The best advice I give to my patients is before you notice a problem, begin treatment and prevention, and seek help before a small problem becomes a big problem.
Hand care routine to avoid aging hands:
- First, use sunscreen! Daily sun exposure can lead to brown sun spots, wrinkles and thin skin. UV radiation causes 80% of skin changes linked with aging so make sure and reapply frequently.
- Colorscience Sunforgettable is a brush-on powder sunscreen that contains zinc and titanium, and is easy to use on-the-go without the greasy mess.
- EltaMD So Silky Hand Cream is a good hand cream I recommend.
- Alpha glycolic acid, Retin-A and growth factors are my favorite.
- Many adults develop age spots on their hands which tend to gradually grow in size with age and sun exposure.
- Treatment: A board-certified dermatologist can effectively lighten or remove age spots on your hands using:
- Laser therapy
- Chemical peeling
- Skin-lightening creams (longest to deliver results, but less costly)
Rough, scaly patches (AKs):
- Those with fair skin and had frequent sun exposure without sun protection, may notice rough patches on the skin and frequently are found on the hands.
- These rough patches may be actinic keratosis (AKs), which are precancerous growths and usually develop on fair-skinned individuals who are 40 years of age or older. AKs can also develop earlier if you frequently use tanning beds or live in a state that gets lots of sunshine.
- Treatment: Depends on several considerations i.e. how many, where, appearance, history of skin cancer, medical conditions, etc.
- Chemical peeling
- Photodynamic therapy
- Laser resurfacing
- Prescription creams
Loss of youthful fullness:
- When skin becomes lax and develops a crepe-paper-like texture.
- Treatment: Dermatologists may suggest:
- Filler: The U.S. Food and Drug Administration (FDA) have approved one filler, calcium hydroxyapatite. The results are immediate and last 6 months to 1 year.
- Other fillers are also used.
- The use of fat from another part of your body can often time be the most effective option for some.
- Getting filler or fat transfer helps restore youthful fullness, but some veins are too big to hide.

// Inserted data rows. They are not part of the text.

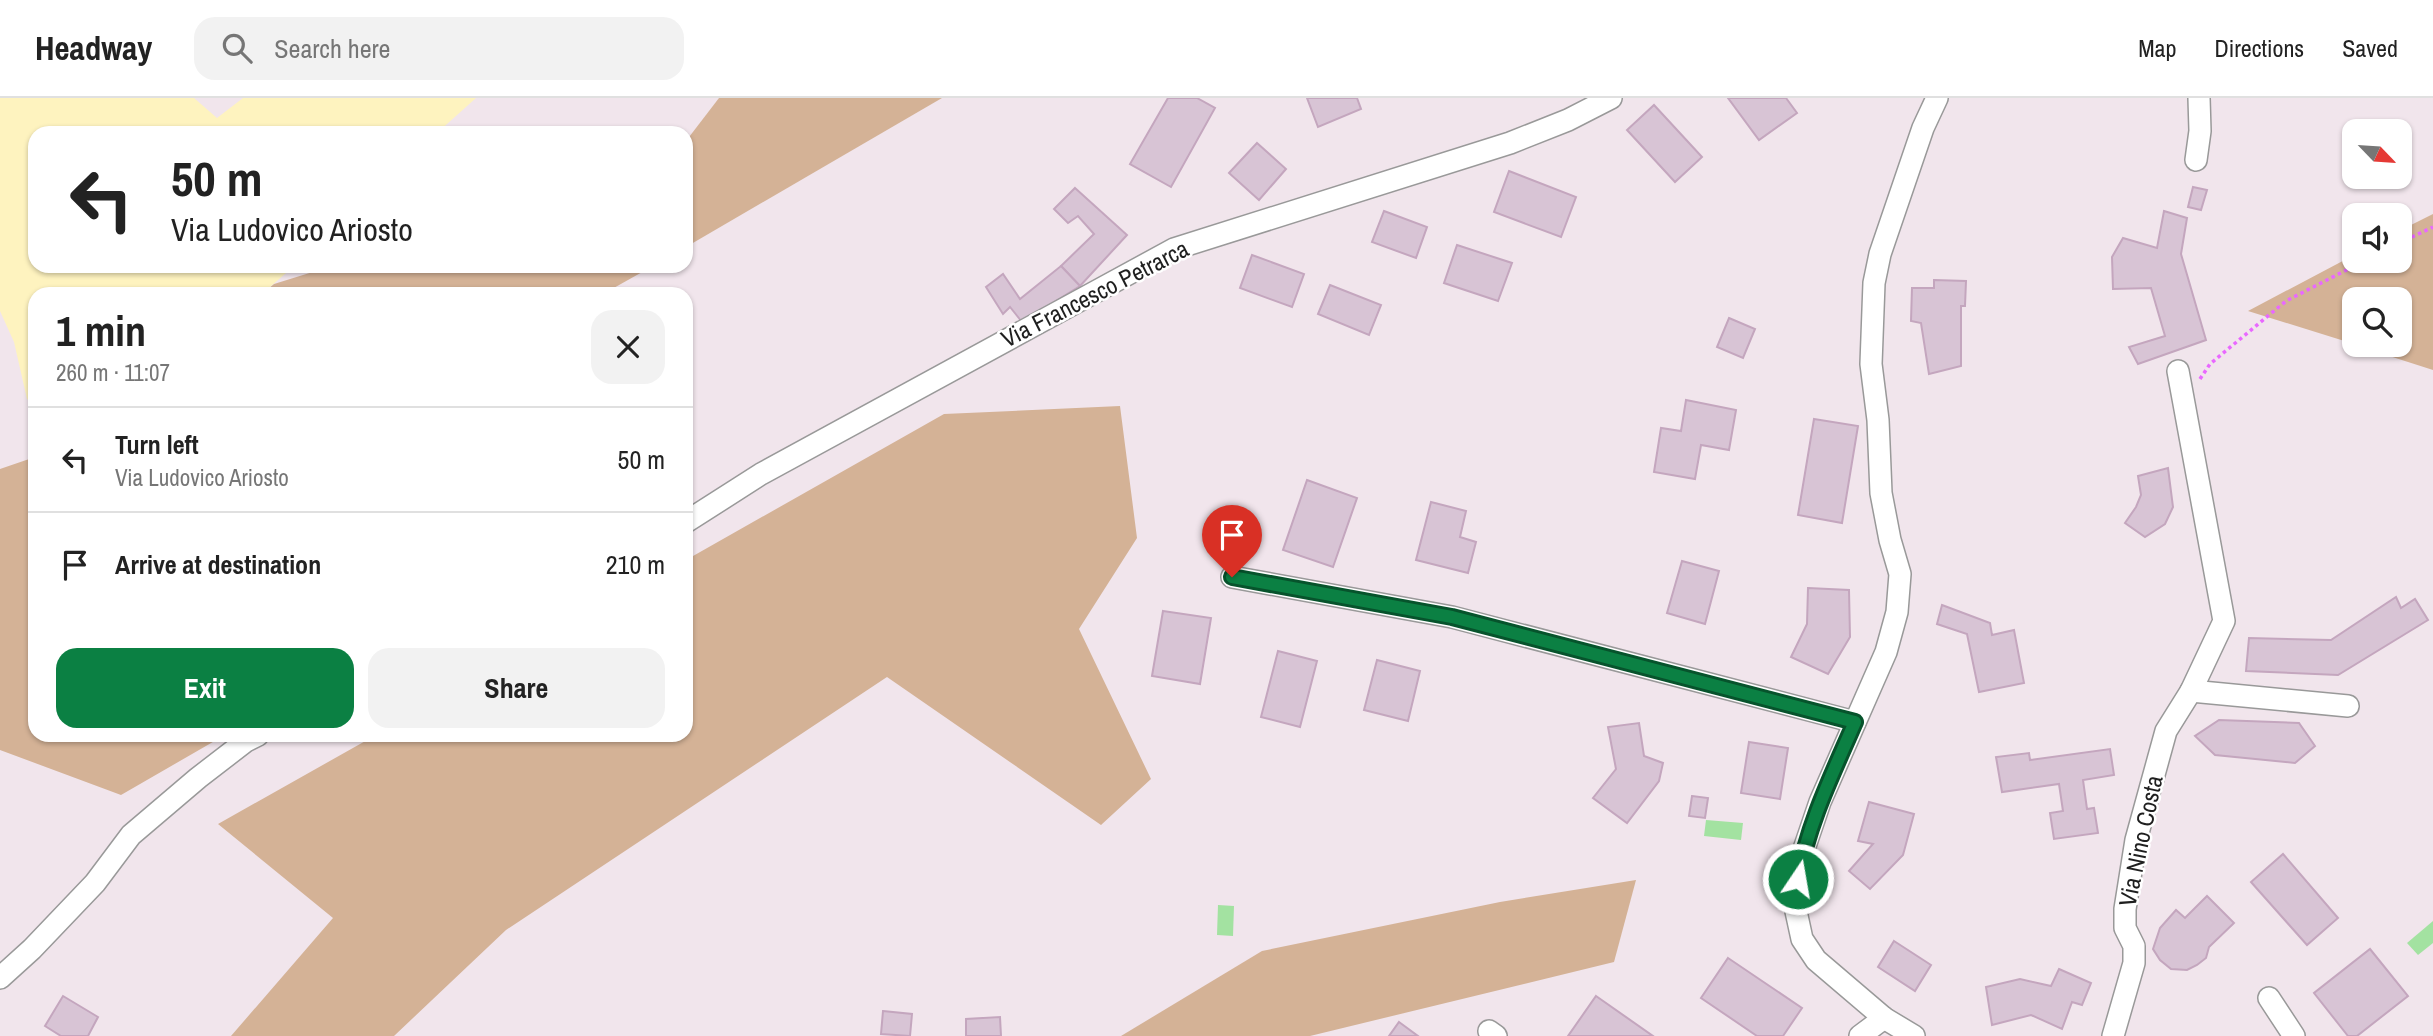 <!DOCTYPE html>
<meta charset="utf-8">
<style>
body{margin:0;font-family:"Archivo Narrow",sans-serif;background:#f2f2f2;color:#222;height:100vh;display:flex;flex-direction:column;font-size:26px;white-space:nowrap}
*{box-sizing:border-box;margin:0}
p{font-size:23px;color:#767676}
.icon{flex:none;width:38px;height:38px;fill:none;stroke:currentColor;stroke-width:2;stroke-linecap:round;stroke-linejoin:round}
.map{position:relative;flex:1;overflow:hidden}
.sheet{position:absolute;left:28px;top:189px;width:665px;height:455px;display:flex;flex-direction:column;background:#fff;border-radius:21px;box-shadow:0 2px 5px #0004}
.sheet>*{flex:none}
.top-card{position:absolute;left:28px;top:28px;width:665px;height:147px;border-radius:21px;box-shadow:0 2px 5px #0004;background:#fff;color:#222;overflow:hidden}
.needle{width:46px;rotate:115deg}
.fabs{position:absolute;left:2342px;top:21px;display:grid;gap:14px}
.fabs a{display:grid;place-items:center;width:70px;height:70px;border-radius:14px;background:#fff;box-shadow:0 2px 5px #0004;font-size:35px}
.pin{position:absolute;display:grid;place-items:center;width:60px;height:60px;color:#fff;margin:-72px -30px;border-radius:50% 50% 50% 0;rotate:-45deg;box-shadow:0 0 7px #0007}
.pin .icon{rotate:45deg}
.me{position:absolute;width:77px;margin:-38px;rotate:12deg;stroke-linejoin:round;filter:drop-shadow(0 0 5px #0008)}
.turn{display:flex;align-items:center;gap:24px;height:147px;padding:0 28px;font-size:32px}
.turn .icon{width:91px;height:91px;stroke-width:2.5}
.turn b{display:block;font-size:49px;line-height:60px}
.round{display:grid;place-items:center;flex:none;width:74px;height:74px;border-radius:21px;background:#f2f2f2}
.head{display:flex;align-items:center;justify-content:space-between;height:119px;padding:0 28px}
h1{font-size:42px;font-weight:700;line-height:52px}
.primary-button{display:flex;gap:14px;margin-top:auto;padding:14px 28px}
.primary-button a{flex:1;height:80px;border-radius:21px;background:#0b8043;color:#fff;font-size:28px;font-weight:700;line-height:80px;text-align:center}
.primary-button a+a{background:#f2f2f2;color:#222}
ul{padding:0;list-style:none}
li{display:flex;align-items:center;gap:21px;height:105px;padding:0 28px;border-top:2px solid #e0e0e0}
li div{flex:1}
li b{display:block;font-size:26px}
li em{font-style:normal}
header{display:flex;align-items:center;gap:42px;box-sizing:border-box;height:98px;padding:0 35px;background:#fff;border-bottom:2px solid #e0e0e0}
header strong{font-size:33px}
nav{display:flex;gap:38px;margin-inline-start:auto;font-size:24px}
.search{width:490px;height:63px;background:#f2f2f2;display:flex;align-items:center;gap:18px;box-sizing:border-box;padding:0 24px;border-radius:21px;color:#767676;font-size:26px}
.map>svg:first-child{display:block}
.forest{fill:#d4b296}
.park{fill:#fef3bf}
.water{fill:#a3e2a1}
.building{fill:#d8c4d5;stroke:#c4a6be;stroke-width:2}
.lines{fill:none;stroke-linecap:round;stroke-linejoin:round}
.minor-casing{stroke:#999;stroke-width:24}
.path{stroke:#e968ff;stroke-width:3.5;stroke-dasharray:3.5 3.5;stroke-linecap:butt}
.minor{stroke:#fff;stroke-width:21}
.route-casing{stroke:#07532c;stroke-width:18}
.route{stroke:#0b8043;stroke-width:12}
.labels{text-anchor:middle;stroke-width:5;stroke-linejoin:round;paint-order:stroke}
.street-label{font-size:24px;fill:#1f1f1f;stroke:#fff}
</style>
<header>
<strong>Headway</strong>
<div class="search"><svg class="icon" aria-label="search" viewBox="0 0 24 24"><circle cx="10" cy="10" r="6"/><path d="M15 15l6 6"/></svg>Search here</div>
<nav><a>Map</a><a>Directions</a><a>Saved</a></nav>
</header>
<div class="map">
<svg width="2433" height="938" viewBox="0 0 2433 938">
<rect width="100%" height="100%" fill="#f1e5ec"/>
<g class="forest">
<path d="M719,0H942L686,149V43Z"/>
<path d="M2433,116V272L2355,247H2399V201H2354V246L2248,213L2354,157V163H2399V133Z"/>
<path d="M332,168H653L603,196H262L274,186Z"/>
<path d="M1120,308L1137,440L1079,531L1151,681L1101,727L887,579L506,832L394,938H231L333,820L218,726L376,637H686V462L944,316Z"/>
<path d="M35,359V637H225L121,697L0,652V371Z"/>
<path d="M1636,782L1614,864L1310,938H1121L1262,853L1500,804Z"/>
</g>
<path class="park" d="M0,0H194L217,20L243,0H476L437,35H35V168H294L262,196H35V307L27,301L14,244L0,213Z"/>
<g class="water">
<path d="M1706,722L1743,725L1741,742L1704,738Z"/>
<path d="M1218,807L1234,808L1233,838L1217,837Z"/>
<path d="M2433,823V845L2418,857L2407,845Z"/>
</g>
<g class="building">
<path d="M1168,0H1197L1215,10L1171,89L1130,66Z"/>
<path d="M1307,0H1357L1361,11L1318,29Z"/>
<path d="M1728,0H1786L1797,15L1759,42Z"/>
<path d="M1654,7L1702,59L1675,84L1627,32Z"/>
<path d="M1257,45L1286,71L1259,102L1229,75Z"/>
<path d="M1509,73L1576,99L1561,139L1494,114Z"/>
<path d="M2193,89L2207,92L2201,112L2188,109Z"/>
<path d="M1075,90L1127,137L1080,188L1061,168L1094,136L1078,118L1068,125L1054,111Z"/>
<path d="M1384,113L1427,129L1416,160L1372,144Z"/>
<path d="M2164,113L2187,120L2181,156L2206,242L2138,266L2129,249L2165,238L2151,190L2113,191L2112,159L2123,140L2157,150Z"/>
<path d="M1457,147L1512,165L1498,203L1444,185Z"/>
<path d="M1252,157L1304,176L1292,209L1240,190Z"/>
<path d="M1061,168L1080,188L1022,224L1010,209L1003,216L986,189L1003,176L1020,201Z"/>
<path d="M1934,182L1966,183L1965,208H1961V268L1929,276L1921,225L1911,223L1912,190H1934Z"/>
<path d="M1330,187L1381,207L1369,237L1318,216Z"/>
<path d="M1729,220L1755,231L1743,260L1717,249Z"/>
<path d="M1686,302L1736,312L1729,352L1701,347L1695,381L1654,374L1661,330L1681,333Z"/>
<path d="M1814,321L1858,328L1842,425L1798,417Z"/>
<path d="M2168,370L2173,409L2165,426L2145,439L2125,425L2136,409L2141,397L2138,378Z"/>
<path d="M1307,382L1357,400L1333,469L1283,452Z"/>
<path d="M1431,404L1466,413L1460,439L1476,444L1468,475L1416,462Z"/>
<path d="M1682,463L1719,473L1705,526L1667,515Z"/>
<path d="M1808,490L1849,492L1850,539L1828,576L1791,559L1807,526Z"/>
<path d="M2396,499L2401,510L2415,501L2428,522L2338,577L2246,573L2249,540L2331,542Z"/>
<path d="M1942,507L1990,525L1992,537L2014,532L2024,585L1979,594L1967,536L1937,526Z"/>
<path d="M1163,513L1211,520L1200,586L1152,578Z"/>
<path d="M1278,553L1317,563L1300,629L1261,619Z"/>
<path d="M1377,562L1420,573L1408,623L1364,612Z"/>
<path d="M2219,622L2299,625L2315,648L2295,665L2215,657L2195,638Z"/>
<path d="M1639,625L1644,658L1663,665L1659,683L1627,725L1593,700L1616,671L1608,629Z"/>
<path d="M1749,644L1788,650L1780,701L1741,695Z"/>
<path d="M2110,651L2114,677L2083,682L2087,711L2094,710L2098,735L2054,741L2050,715L2063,713L2059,686L2002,694L1996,659L2029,655L2030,662Z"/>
<path d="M1692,698L1708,700L1705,720L1689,718Z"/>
<path d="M1869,704L1914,716L1903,757L1870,791L1849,773L1873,746L1858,743Z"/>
<path d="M2283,756L2338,820L2307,847L2251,784Z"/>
<path d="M2207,798L2234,825L2209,849L2206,860L2197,867L2187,872L2171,871L2160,862L2153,851L2160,830L2176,812L2185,820Z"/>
<path d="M1894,843L1931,867L1915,893L1878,869Z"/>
<path d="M2370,851L2408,898L2357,938H2348L2314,895Z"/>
<path d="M1728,860L1802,910L1783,938H1757L1701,900Z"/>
<path d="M2059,871L2091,885L2082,907L2072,904L2062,931L2031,917L1992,927L1986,889L2020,881L2051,888Z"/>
<path d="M63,898L98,919L88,938H61L45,928Z"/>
<path d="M1596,898L1653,938H1568Z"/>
<path d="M883,913L912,916L910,938L881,936Z"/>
<path d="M1000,919L1001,938H966V921Z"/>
<path d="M1399,924L1418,938H1389Z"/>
</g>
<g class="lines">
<g class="minor-casing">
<g id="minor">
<path d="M2196,62L2200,33L2199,0"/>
<path d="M686,424L761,376L1174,151L1510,45L1568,22L1611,0"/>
<path d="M1232,479L1452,519L1855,624"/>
<path d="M2191,593L2348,608"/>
<path d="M0,880L32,851L95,785L131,737L198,680L246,643L258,637"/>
<path d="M2269,900L2294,938"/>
<path d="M1489,933L1496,938"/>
<path d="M1860,938L1884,920"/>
<path d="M1914,938L1884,920L1816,862L1802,841L1794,804L1802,757L1820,704L1886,554L1897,514L1900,476L1890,442L1881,395L1878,322L1871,266L1874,185L1880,156L1923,30L1937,0"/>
<path d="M2113,938L2134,865V848L2125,830V811L2136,742L2166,633L2191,593L2224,523L2178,273"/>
</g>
</g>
<g class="path">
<path d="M2399,145L2433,129"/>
<path d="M2200,281L2210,266L2286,203L2364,163"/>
</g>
<use href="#minor" class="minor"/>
</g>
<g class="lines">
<g class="route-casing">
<path id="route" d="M1232,479L1452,519L1855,624C1833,675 1808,725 1798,781"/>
</g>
<use href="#route" class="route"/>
</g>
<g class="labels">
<g class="street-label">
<text transform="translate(1095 196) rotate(-27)" y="8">Via Francesco Petrarca</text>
<text transform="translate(2141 743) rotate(-78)" y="8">Via Nino Costa</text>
</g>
</g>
</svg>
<div class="fabs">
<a><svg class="needle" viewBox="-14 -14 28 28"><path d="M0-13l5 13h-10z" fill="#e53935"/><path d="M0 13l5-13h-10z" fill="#767676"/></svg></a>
<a><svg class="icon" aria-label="sound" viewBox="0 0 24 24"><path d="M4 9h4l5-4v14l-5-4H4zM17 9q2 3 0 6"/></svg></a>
<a><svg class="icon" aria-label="search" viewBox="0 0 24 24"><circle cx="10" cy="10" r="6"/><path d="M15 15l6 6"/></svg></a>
</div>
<div class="pin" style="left:1232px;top:479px;background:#d93025"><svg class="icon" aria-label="arrive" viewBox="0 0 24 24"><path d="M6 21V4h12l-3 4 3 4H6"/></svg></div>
<svg class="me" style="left:1798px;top:781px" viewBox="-20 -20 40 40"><circle r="17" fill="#0b8043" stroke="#fff" stroke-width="3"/><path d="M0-11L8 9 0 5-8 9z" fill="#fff"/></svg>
<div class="top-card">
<div class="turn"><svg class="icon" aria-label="left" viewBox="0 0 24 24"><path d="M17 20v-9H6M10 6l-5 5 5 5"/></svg><div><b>50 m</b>Via Ludovico Ariosto</div></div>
</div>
<section class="sheet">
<div class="head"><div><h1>1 min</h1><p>260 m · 11:07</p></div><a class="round"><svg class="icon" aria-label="close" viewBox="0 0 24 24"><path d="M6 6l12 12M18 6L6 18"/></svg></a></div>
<ul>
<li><svg class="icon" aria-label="left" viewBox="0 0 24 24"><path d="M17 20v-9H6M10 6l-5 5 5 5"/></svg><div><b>Turn left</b><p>Via Ludovico Ariosto</p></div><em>50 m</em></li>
<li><svg class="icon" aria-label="arrive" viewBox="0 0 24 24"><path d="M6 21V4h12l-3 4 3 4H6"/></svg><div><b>Arrive at destination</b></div><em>210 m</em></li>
</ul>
<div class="primary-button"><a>Exit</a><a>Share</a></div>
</section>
</div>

If a large vein bothers you, a dermatologist can treat it safely.
- Laser treatment where a dermatologist inserts a laser fiber into the vein and then fires the laser, which destroys the vein, and causing it to gradually disappear.
- Sclerotherapy is where the dermatologist injects a substance into the vein to destroy it, causing the vein to gradually disappear as well.
- Applying sunscreen to your hands every day can prevent wrinkly skin.
- Treatment: A dermatologist may recommend the following:
- Lotion that contains a retinol or glycolic acid (apply before bedtime)
- Light chemical peel, every 1 to 3 months (suggested to use the recommended lotion as well)
- Laser treatment (can also help diminish age spots)
- With age, the skin loses collagen and elastin, which keep our skin firm and plump.
- Treatment: Radiofrequency, a treatment that uses heat which goes deep into the skin and tightens loose skin. One treatment is usually needed on the hands.
- With age our skin holds less water and becomes drier, causing your skin to feel rough.
- Treatment: A mild chemical peel can help smooth rough skin. To maintain the results, apply moisturizer daily.
- It is more likely to have brittle nails if you are a female over 60, but about 20% of individuals have brittle nails.
- Signs of brittle nails include lines running lengthwise (ridges) and/or your nails break easily.
- Treatment: Limit things that could be causing it, i.e. a lot of water and/or harsh chemical exposure without wearing protective gloves.
- Rehydrate your nails, cuticles, and the surrounding skin using a dermatologist recommended moisturizer, such as urea cream or mineral oil.
- When applying the moisturizer at bedtime wear a light cotton glove, which helps the skin to absorb the moisturizer.
- Some individuals may require more help than the suggestions above, such as using special nail enamel.